## Assignment
Using the listing below, work out how many lines contain the word "after", and respond with that number alone.

## Input data

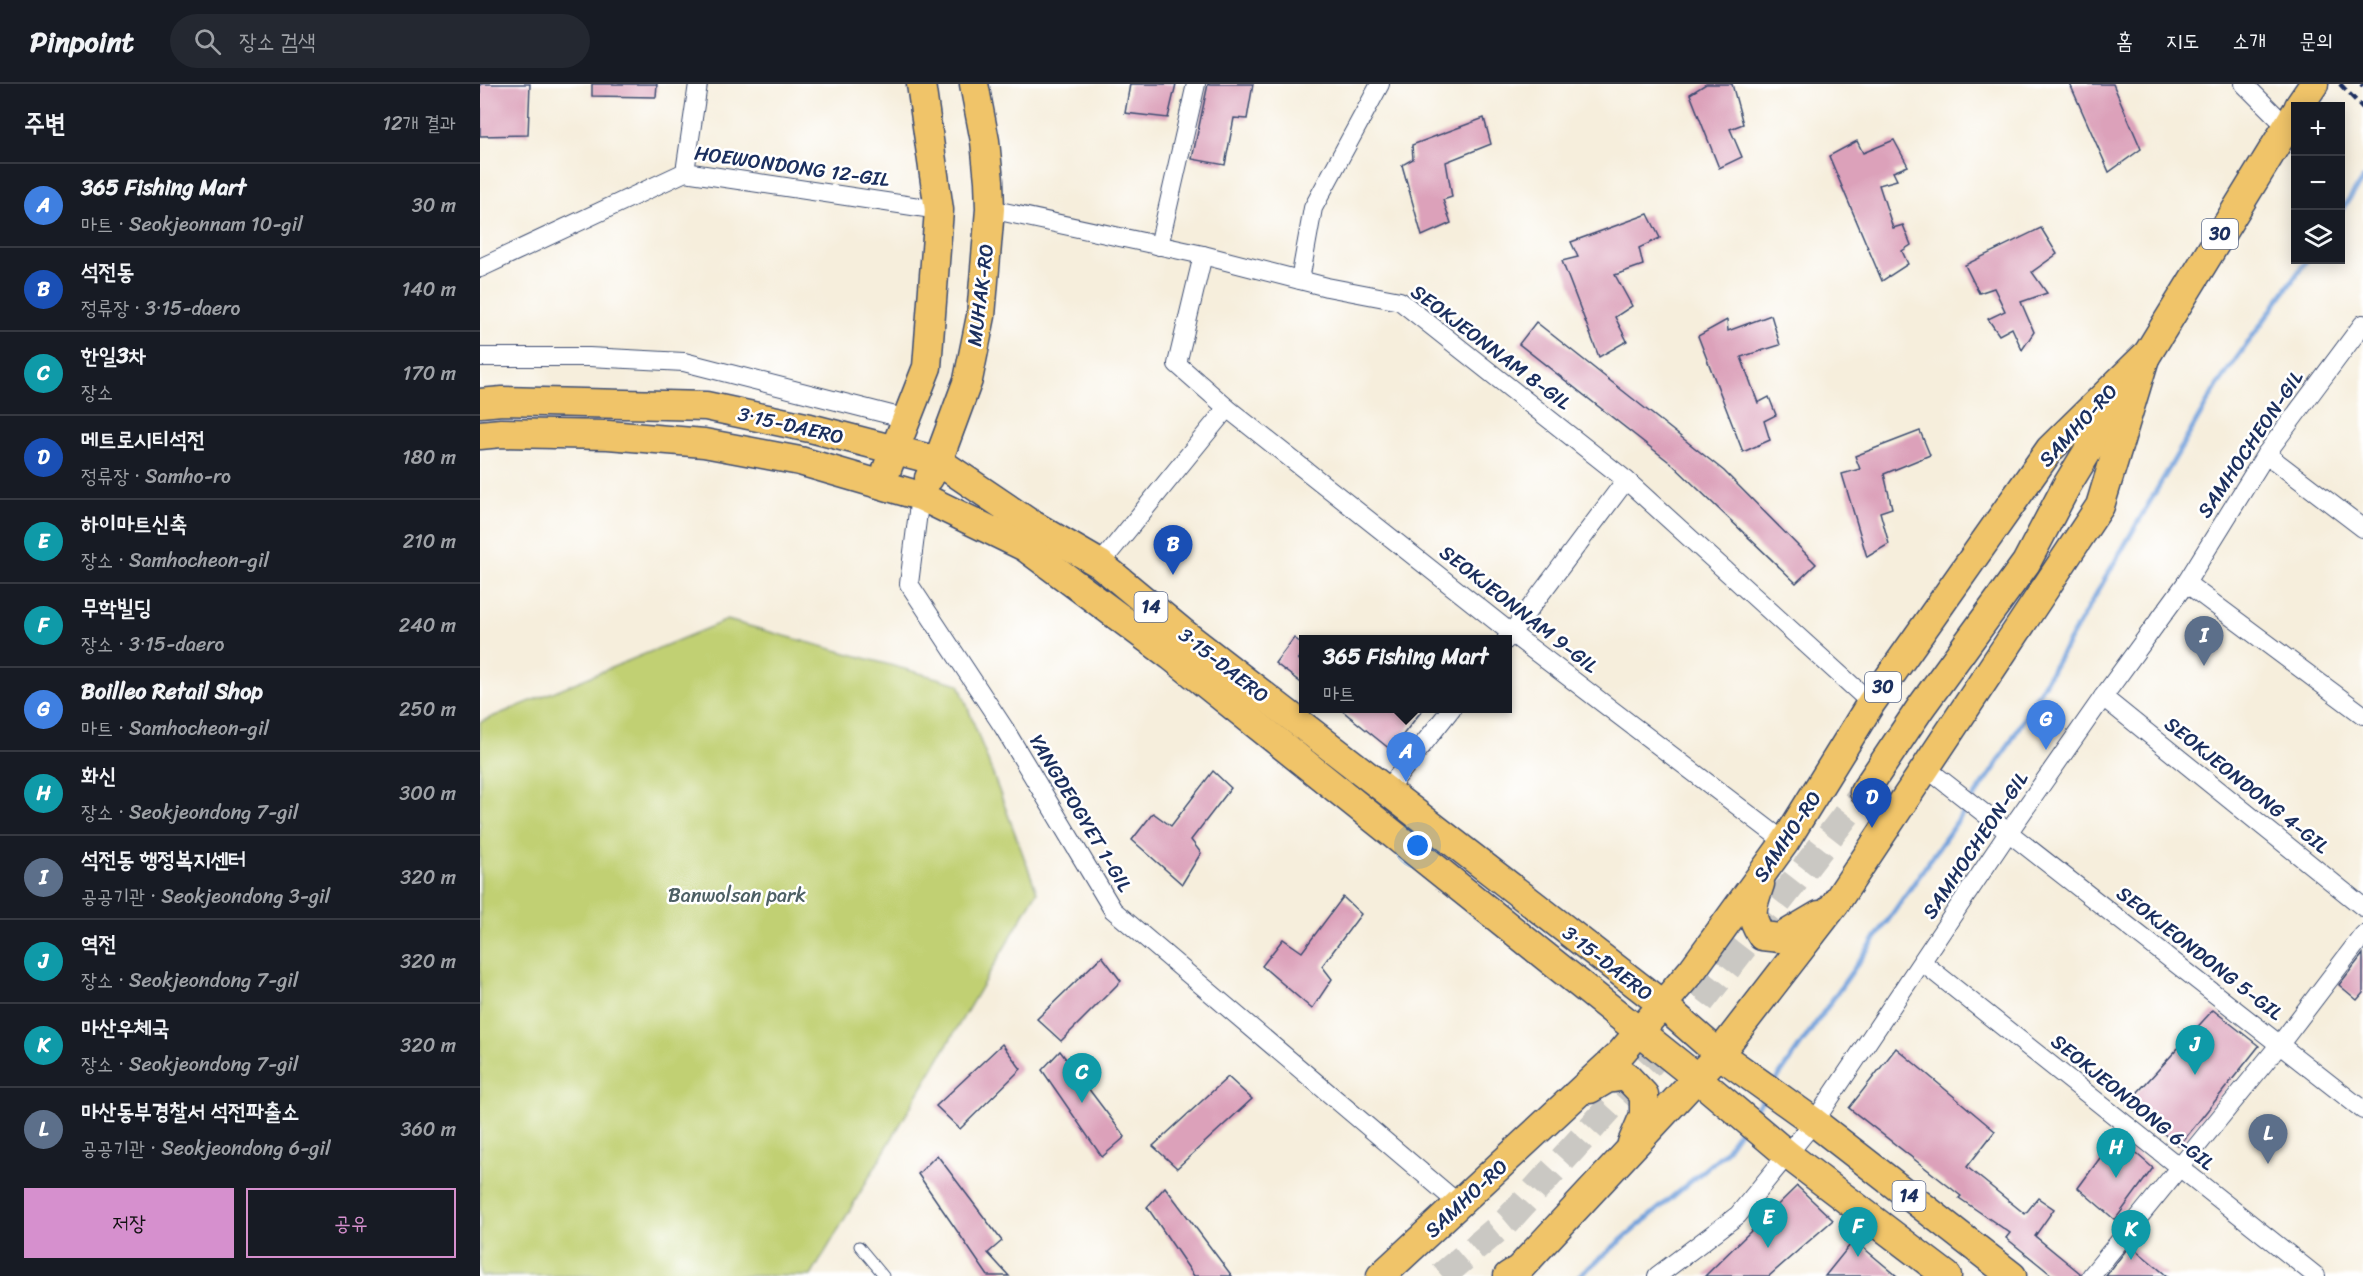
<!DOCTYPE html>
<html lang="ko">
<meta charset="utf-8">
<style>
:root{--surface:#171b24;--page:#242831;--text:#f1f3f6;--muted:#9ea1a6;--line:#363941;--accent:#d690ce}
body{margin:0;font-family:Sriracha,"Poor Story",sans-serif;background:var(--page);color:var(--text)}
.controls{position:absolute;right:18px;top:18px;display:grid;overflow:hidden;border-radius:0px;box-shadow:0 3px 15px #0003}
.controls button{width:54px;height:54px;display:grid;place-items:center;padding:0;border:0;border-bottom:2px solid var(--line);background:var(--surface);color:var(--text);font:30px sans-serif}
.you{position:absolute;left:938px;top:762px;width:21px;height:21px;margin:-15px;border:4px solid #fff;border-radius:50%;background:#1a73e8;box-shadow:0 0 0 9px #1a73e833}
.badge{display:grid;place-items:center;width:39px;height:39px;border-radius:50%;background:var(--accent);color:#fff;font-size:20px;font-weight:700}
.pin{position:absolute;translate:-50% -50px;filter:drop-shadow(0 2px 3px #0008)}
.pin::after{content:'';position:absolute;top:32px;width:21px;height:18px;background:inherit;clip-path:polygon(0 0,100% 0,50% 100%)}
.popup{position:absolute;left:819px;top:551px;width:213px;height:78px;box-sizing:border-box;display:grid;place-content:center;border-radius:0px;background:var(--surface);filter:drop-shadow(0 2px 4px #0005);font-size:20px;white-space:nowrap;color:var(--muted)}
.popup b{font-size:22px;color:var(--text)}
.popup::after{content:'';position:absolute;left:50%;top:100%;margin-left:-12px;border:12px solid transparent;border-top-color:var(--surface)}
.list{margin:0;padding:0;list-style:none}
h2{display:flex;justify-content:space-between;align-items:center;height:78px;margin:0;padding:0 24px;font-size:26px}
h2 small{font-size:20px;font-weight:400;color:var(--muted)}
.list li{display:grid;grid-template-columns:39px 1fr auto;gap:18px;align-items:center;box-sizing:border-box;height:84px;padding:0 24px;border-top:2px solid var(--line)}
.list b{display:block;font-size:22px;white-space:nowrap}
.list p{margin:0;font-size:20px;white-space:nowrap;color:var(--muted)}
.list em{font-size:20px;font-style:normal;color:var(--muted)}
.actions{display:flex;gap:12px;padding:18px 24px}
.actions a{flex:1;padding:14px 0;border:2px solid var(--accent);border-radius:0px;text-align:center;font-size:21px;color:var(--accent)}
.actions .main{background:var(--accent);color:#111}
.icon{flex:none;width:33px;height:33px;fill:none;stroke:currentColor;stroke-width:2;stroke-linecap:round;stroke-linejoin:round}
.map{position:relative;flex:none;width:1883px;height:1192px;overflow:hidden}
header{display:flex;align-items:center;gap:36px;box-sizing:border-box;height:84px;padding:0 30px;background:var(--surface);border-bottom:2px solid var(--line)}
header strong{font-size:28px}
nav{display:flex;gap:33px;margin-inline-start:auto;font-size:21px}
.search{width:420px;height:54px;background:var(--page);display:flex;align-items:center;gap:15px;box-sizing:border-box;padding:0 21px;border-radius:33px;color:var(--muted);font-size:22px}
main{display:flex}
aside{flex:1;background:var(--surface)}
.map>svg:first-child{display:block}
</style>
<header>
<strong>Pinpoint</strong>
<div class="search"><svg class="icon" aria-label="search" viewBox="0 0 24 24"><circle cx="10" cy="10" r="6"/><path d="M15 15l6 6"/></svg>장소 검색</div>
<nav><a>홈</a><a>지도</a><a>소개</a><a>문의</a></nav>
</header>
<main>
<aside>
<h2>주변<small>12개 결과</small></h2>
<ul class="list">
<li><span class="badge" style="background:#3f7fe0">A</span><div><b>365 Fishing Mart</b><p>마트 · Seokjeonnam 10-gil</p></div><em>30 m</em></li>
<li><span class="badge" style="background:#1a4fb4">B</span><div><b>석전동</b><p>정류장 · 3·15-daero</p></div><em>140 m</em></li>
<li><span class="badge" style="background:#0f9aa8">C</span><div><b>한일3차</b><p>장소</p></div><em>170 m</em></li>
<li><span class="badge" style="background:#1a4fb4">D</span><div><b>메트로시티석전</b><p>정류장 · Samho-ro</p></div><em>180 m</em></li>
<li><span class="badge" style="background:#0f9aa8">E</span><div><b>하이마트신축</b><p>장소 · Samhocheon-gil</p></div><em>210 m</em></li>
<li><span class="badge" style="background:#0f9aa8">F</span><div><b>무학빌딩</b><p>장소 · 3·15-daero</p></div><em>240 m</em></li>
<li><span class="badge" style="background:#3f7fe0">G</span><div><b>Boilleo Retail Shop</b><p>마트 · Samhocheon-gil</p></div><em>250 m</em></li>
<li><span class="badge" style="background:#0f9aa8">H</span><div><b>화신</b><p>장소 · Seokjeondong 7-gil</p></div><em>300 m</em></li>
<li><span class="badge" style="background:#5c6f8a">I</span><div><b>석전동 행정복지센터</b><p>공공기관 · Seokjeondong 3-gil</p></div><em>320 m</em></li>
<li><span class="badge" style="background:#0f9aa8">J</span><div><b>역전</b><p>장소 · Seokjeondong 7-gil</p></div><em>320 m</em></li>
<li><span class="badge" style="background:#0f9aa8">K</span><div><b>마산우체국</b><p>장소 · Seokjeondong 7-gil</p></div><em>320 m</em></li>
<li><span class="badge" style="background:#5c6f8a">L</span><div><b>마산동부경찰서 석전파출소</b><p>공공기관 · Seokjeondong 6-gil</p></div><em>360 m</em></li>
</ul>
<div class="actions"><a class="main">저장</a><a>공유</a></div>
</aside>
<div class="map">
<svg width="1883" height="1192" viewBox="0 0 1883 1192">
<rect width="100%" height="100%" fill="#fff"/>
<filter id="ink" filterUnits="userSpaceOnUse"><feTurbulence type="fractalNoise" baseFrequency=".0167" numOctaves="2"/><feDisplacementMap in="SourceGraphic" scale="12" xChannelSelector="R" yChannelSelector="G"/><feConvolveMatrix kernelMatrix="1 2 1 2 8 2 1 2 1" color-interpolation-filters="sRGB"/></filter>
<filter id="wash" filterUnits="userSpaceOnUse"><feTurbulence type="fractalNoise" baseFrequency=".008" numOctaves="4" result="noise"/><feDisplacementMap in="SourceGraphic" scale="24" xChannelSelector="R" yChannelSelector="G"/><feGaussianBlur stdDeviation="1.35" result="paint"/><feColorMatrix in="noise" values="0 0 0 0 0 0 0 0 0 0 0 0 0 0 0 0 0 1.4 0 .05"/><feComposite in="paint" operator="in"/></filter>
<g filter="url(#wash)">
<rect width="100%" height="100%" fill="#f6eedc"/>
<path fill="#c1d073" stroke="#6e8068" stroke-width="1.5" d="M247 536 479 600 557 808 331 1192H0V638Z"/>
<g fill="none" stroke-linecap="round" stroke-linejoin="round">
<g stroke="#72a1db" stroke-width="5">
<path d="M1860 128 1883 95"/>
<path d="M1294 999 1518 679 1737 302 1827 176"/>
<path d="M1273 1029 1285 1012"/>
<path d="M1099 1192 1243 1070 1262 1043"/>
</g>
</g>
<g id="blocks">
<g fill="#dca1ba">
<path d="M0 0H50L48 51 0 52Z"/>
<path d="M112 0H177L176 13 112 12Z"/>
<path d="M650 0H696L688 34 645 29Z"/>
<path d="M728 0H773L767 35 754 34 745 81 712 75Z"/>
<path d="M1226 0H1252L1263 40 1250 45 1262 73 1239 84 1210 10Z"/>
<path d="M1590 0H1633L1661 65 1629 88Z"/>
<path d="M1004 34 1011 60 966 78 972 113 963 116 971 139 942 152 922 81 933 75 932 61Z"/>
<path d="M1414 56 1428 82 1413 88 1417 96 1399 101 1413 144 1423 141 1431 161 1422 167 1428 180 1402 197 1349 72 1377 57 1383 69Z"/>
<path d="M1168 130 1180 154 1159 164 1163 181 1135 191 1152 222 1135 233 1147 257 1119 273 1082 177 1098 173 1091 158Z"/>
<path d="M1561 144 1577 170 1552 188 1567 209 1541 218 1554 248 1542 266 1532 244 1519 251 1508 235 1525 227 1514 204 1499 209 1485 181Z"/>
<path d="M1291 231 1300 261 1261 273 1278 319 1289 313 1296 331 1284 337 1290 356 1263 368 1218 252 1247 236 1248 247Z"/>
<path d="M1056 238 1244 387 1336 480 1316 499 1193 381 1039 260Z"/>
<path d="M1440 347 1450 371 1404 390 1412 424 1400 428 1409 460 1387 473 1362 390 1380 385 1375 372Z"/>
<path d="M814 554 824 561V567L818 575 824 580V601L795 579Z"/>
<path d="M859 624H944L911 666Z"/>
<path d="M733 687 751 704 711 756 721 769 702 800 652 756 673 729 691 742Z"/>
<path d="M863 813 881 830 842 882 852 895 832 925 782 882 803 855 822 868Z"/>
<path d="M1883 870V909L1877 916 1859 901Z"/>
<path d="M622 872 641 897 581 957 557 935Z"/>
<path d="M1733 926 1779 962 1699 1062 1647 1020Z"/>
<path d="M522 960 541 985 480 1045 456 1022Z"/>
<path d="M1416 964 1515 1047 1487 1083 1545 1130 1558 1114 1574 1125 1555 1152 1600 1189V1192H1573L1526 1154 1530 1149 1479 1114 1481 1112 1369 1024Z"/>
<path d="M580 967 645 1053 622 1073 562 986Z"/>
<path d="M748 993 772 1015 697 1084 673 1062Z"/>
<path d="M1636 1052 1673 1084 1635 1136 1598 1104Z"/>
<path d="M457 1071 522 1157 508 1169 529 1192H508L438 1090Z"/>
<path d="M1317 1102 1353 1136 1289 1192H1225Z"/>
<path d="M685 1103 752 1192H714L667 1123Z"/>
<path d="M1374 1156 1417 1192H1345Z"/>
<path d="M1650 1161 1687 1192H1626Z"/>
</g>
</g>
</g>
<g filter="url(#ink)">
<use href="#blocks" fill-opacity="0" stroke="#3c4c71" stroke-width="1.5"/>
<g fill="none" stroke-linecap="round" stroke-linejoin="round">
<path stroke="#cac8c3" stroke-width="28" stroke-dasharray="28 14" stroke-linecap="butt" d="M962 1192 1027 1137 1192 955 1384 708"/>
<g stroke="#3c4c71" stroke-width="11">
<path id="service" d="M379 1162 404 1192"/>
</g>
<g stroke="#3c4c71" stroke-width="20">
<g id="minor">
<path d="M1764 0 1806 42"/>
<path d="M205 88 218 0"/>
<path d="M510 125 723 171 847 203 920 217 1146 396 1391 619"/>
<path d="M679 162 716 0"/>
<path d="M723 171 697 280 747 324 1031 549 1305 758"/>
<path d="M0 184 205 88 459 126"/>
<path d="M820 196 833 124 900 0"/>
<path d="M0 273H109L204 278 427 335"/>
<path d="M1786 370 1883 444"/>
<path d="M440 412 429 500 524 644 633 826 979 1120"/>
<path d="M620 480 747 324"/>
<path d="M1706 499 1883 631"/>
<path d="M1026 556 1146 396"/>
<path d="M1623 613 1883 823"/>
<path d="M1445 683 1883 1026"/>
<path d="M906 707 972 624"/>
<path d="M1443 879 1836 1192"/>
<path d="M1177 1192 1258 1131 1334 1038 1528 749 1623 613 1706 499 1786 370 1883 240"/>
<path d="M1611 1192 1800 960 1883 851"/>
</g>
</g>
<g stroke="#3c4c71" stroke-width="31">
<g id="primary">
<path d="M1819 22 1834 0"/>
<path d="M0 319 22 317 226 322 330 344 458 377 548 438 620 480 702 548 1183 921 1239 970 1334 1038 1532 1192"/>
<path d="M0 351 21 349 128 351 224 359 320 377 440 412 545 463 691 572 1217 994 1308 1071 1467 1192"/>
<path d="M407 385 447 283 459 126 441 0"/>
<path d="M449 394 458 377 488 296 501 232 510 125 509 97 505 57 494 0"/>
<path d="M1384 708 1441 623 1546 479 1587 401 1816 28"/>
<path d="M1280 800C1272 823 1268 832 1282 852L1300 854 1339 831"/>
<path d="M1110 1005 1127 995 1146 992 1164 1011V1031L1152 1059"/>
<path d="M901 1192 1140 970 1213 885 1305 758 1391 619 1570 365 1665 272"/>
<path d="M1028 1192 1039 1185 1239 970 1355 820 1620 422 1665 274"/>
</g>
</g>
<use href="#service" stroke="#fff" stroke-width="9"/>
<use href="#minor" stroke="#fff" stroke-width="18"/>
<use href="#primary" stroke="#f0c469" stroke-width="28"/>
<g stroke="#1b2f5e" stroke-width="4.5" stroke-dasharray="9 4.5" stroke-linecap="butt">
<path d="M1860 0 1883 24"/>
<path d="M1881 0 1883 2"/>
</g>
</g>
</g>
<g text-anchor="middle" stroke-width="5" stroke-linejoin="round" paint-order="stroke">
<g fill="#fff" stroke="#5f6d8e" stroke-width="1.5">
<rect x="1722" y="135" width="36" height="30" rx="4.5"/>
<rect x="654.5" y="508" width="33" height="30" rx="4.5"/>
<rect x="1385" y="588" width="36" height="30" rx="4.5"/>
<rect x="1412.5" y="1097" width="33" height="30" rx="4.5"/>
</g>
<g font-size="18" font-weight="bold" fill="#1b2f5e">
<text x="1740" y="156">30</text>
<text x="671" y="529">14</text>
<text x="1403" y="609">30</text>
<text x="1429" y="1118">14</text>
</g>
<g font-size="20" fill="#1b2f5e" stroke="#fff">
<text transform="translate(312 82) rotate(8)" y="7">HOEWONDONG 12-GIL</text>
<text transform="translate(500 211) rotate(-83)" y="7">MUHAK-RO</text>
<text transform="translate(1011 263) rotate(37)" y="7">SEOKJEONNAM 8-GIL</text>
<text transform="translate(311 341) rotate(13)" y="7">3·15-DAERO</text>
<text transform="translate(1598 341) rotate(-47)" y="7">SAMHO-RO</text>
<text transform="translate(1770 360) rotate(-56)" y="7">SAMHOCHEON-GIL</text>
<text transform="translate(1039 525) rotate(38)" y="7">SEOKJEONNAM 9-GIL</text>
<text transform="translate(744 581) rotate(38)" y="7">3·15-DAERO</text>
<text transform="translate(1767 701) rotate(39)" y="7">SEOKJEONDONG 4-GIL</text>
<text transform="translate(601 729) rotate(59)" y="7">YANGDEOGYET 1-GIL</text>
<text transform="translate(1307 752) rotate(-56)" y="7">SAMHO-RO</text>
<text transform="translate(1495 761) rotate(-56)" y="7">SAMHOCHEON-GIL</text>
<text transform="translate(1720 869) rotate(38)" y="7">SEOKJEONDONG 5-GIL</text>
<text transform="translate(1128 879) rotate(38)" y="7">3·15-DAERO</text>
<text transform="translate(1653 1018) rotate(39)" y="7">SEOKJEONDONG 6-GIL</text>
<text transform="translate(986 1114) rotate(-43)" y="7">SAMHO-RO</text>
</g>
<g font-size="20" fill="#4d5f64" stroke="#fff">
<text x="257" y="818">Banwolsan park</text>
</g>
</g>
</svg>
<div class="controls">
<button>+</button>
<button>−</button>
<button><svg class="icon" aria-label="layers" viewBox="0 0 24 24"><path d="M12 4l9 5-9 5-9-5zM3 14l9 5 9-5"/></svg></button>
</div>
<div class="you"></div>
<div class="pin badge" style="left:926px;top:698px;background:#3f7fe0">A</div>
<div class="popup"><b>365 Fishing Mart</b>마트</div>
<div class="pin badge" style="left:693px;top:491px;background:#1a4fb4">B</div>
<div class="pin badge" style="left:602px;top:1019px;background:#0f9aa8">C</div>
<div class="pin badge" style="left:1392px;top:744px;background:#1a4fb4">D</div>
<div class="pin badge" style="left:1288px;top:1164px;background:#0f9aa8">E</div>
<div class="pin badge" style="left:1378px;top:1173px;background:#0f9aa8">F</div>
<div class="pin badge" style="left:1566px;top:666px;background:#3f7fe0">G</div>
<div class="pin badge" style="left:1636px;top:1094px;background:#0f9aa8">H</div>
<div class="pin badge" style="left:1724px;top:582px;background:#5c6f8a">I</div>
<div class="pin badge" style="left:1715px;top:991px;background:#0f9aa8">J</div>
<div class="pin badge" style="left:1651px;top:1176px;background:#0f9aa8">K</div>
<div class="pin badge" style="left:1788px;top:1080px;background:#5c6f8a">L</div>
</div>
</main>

## Problem solution
2